Containers
Paul Backus
snarwin at gmail.com
Wed Sep 1 00:26:33 UTC 2021
On Tuesday, 31 August 2021 at 23:56:51 UTC, Steven Schveighoffer
wrote:
>> To put it bluntly, I have no idea how to achieve this. And I
>> don't think we'll have a good set of collection before this is
>> sorted out.
>
> I had an idea a long time ago, but ashamedly never brought it
> to fruition.
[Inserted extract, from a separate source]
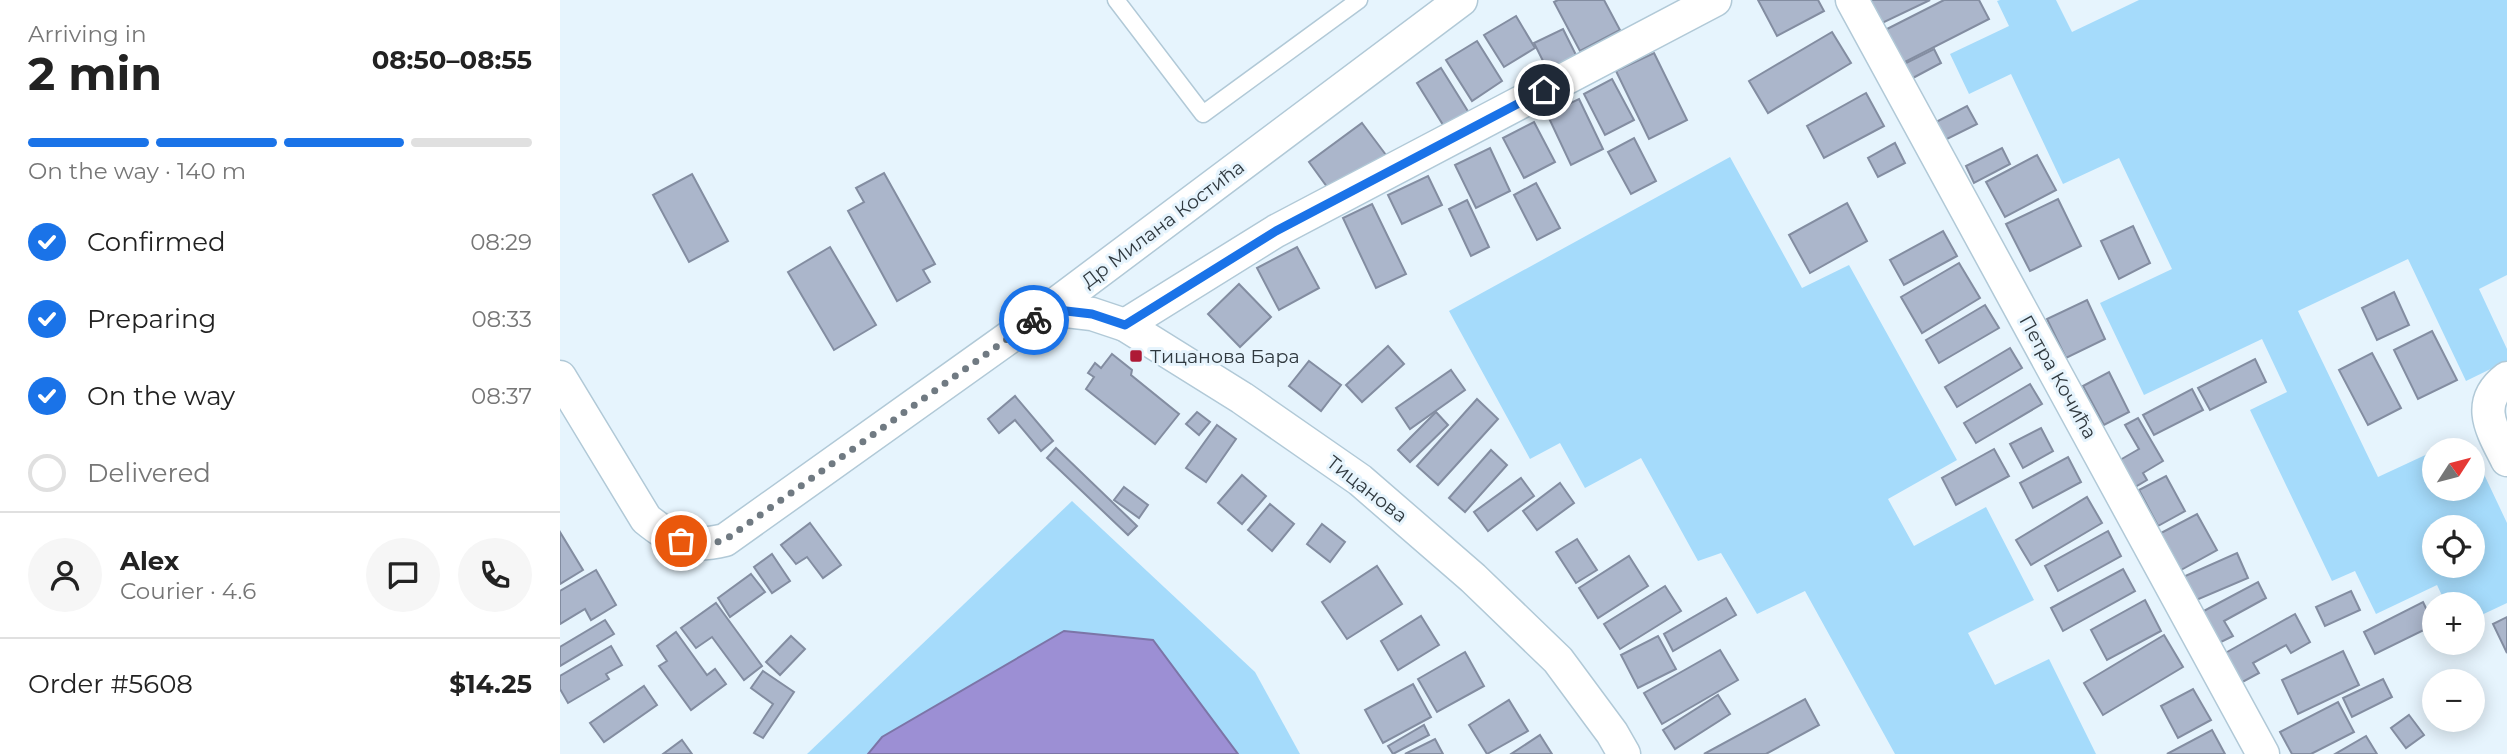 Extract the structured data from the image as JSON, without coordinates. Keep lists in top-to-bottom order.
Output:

But long story short, I think we need a way to
> specify "tail" for modifiers, and allow implicitly casting the
> head. Then you'd have `tailconst(Vector!int)`, and you are
> good. I actually had a decent syntax for it, but I'm not sure
> it would fly anyway.
One problem I can forsee with this approach is that, from the
compiler's point of view, there is not necessarily any
predictable relationship between `qualifier(Template!T)` and
`Template!(qualifier(T))`. For all it knows, you could have
written code like the following:
```d
struct Vector(T)
{
static if (is(T == const)) {
// do one thing
} else {
// do something completely different
}
}
```
Maybe in some restricted cases it could examine the
uninstantiated template, determine that there's no funny business
going on, and conclude that the implicit conversion is valid--but
this kind of heuristic-based approach tends to be very brittle
and compose poorly (exhibit A: [issue 1807][1]).
In general, if we want the compiler to know that a conversion
from one template instantiation to another is valid, we are going
to have to [prove it by construction][2]--which is to say, by
writing a function (like a constructor or an `opCast` overload)
that actually performs the conversion.